Óscar se inclina hacia su maletín y comienza a revolver allí dentro, como mago o comediante. Pregunta por mi mujer y mis otros hijos; yo pregunto por su mujer y sus hijos. Me comenta que su camioneta necesita nuevos frenos, quizás nueva caja de velocidades. “Tal vez decida venderla”, me dice mientras extrae una jeringa y con ella perfora una pequeña ampolleta de líquido azul. Las nubes pasan sobre nosotros con calma, como gente curiosa.

‒¿Le va a doler? ‒pregunta mi hijo mientras aprieta mi mano aún más fuerte; el perro está tenso, pero no asustado: lo conozco. Su cuerpo delgado es como una flecha, como las veletas en las puntas de los edificios.

‒No, para nada, esto es como un sedante, ¿recuerdas cuando le cortábamos el pelo? Exactamente lo mismo.
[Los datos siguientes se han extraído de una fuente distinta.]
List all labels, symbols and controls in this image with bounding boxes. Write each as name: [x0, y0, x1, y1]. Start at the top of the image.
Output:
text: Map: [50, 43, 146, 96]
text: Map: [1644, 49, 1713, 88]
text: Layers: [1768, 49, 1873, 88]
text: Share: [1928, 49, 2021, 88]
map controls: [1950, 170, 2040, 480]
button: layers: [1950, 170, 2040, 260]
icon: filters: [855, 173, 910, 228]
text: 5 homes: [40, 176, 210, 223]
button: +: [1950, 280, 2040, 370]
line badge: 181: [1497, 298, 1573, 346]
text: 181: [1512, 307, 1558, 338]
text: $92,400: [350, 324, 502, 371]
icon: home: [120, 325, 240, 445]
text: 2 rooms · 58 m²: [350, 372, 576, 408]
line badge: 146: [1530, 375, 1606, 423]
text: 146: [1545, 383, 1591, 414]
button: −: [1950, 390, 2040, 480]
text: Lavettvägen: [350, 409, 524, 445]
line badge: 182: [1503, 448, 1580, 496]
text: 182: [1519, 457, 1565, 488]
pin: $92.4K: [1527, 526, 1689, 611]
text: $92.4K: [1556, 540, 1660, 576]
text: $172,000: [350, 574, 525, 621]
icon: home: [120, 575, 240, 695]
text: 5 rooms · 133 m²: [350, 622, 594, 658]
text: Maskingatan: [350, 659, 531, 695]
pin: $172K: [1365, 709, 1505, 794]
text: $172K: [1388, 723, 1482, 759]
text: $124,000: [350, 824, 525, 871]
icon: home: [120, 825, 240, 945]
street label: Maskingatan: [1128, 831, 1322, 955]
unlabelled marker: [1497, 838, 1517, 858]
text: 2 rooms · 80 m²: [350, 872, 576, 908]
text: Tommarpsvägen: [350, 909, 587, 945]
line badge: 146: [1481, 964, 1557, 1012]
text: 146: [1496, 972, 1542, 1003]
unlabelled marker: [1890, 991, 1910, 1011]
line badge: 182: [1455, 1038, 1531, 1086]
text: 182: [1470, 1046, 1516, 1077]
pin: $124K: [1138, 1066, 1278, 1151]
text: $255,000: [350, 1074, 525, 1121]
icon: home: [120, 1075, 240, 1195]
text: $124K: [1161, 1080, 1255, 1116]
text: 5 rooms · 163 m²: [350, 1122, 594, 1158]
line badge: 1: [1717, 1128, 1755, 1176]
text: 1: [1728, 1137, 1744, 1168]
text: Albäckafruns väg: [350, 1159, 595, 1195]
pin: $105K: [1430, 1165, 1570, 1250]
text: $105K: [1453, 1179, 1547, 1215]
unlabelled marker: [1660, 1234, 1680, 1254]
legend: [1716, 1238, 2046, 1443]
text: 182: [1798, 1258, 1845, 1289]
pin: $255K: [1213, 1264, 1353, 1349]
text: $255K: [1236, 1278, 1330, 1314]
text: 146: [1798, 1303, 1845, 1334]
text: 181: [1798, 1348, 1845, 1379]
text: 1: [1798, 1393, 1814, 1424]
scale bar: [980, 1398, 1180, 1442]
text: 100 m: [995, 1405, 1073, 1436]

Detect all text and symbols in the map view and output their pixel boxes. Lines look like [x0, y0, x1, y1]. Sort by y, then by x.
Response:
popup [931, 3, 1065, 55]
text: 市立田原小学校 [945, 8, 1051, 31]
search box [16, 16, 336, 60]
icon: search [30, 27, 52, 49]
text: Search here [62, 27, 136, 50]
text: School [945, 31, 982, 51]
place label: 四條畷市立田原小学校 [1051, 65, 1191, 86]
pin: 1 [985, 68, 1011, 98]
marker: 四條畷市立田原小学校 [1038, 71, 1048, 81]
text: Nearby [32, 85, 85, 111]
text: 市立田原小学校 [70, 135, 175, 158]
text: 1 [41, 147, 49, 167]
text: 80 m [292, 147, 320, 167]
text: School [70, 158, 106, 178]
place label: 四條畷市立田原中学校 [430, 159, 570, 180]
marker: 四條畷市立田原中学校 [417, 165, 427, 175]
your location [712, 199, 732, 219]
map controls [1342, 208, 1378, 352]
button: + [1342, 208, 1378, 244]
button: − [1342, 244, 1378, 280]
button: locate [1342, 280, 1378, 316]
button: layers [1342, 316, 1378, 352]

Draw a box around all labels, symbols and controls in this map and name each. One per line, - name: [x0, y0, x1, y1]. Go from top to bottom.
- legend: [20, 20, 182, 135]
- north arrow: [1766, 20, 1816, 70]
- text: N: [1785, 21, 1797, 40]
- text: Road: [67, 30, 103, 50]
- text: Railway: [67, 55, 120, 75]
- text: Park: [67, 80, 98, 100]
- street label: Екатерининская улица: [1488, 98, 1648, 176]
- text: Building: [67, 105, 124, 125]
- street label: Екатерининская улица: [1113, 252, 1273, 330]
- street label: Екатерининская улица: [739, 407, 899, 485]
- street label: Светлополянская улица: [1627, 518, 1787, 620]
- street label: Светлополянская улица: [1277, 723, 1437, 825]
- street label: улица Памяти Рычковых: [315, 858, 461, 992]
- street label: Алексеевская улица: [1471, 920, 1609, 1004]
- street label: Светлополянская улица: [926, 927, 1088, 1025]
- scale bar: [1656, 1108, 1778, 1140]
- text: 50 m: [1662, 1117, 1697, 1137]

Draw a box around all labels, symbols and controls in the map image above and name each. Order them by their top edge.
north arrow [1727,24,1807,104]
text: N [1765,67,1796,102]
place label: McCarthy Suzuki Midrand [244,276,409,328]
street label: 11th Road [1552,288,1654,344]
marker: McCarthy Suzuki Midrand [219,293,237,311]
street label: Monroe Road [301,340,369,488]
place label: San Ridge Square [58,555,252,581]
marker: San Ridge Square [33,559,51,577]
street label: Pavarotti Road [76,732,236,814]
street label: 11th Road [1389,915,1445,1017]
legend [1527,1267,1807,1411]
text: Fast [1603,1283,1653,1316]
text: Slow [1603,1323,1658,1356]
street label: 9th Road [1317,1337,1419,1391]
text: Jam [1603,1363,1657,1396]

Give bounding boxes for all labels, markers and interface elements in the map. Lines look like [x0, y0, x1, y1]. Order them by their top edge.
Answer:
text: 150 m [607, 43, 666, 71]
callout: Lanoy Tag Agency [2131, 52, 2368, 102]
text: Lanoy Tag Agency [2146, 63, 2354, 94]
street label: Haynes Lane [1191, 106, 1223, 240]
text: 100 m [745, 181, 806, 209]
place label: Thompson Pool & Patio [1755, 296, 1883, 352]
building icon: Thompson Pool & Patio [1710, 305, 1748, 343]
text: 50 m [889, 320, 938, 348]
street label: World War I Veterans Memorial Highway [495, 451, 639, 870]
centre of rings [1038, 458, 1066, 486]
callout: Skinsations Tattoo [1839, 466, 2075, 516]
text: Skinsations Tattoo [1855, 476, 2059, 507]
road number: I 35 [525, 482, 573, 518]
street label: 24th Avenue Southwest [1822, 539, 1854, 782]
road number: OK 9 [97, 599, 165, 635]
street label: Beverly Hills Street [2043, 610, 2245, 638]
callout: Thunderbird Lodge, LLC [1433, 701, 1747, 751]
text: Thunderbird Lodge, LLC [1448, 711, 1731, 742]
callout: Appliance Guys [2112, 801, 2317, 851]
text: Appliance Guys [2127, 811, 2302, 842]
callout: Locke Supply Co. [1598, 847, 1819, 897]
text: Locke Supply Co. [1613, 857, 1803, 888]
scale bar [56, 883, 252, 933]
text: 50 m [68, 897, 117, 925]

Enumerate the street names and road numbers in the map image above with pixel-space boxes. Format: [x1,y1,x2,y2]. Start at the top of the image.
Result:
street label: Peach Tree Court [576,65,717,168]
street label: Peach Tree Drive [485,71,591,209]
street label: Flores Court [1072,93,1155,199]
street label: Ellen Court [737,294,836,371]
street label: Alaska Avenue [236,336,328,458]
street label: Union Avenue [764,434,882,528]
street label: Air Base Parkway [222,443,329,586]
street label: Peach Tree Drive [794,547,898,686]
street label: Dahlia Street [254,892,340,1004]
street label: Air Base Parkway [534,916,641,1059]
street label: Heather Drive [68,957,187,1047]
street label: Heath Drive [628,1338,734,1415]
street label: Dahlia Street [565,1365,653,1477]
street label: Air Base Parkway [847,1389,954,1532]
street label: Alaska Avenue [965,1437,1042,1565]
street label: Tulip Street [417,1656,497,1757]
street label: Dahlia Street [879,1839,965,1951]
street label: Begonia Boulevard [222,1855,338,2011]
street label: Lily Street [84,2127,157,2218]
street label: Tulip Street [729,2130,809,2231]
Óscar ya habla en pasado, como si el tiempo fuese una espiral y aquello de “dormirlo” hubiera sucedido mucho tiempo atrás. Vuelve a hablar de su camioneta: piensa ahora en comprarse un compacto, dice. Menos gasolina, menos inversión en las refacciones.

El aire mueve ligeramente las hojas del árbol. El perro estornuda.

‒A ver, sostenlo.

Óscar me mira y luego aprieta un poco la parte inferior de la jeringa, como si tirara de un gatillo; el líquido sale hacia arriba, se pierde contra la luz del sol. Yo tomo a Marcus y le aprieto el hocico. Óscar inyecta primero en la parte trasera, entre las dos patas, y después en el cuello, justo donde termina la cabeza. El movimiento del perro es casi nulo, sus ojos brillan con crudeza, como una pieza de metal viejo, oscuro. Hay una hidráulica de la muerte, creo: el líquido viene empujando la vida dentro de las venas del perro, desde atrás, hasta que le sale por los ojos en una mirada que jamás le había visto. Mi hijo observa, en sus ojos también hay un fulgor nuevo, impreciso, confuso.

‒Siempre es así en estos casos, el cáncer empieza a cundirlos por dentro, como mala hierba. Imagínalo así: es como si les creciera una enredadera de moras negras, por dentro, claro, y curiosamente eso parecen en ocasiones los nódulos, es curioso. ‒Palmea al perro y le da una caricia larga, honda–. Y tú, ¿qué me dices de los compactos, funcionan?

‒Son buenos, más económicos –el perro comienza a desvanecerse, cual carpa de circo cuando retiran el poste principal. Se lame los labios, la muerte parece tener un sabor precioso. Mi hijo le acaricia el hocico, y Marcus parece querer lamer su mano como siempre, pero el cuerpo se le está quedando atrás, como vehículo descompuesto.

‒Lo voy a pensar, pero creo que estoy casi decidido. ¿Puedo lavarme las manos?

Le señalo con el mentón el pequeño baño bajo las escaleras que dan al segundo nivel. Él le sonríe a mi hijo y vuelve a acariciar al perro, que ahora está laxo, como si quisiera guardar el poco aire que le va quedando.

‒¿Y ahora? –Mi hijo mira dentro de los ojos del perro, como si quisiera encontrar lo que justo ahí acaba de perder.

‒Nada, sólo va a dormir, pero mucho tiempo.

‒¿Y si se le acaban los sueños? ¿Qué va a hacer si se le acaban los sueños? ¿Entonces qué va a sentir?

La voz de mi hijo no suena triste, sólo preocupada. Óscar sale del baño. Allá, tras la reja del patio, miro su camioneta: es roja, grande, imponente. Él mira mi compacto, estacionado junto a las rosas de mi mujer.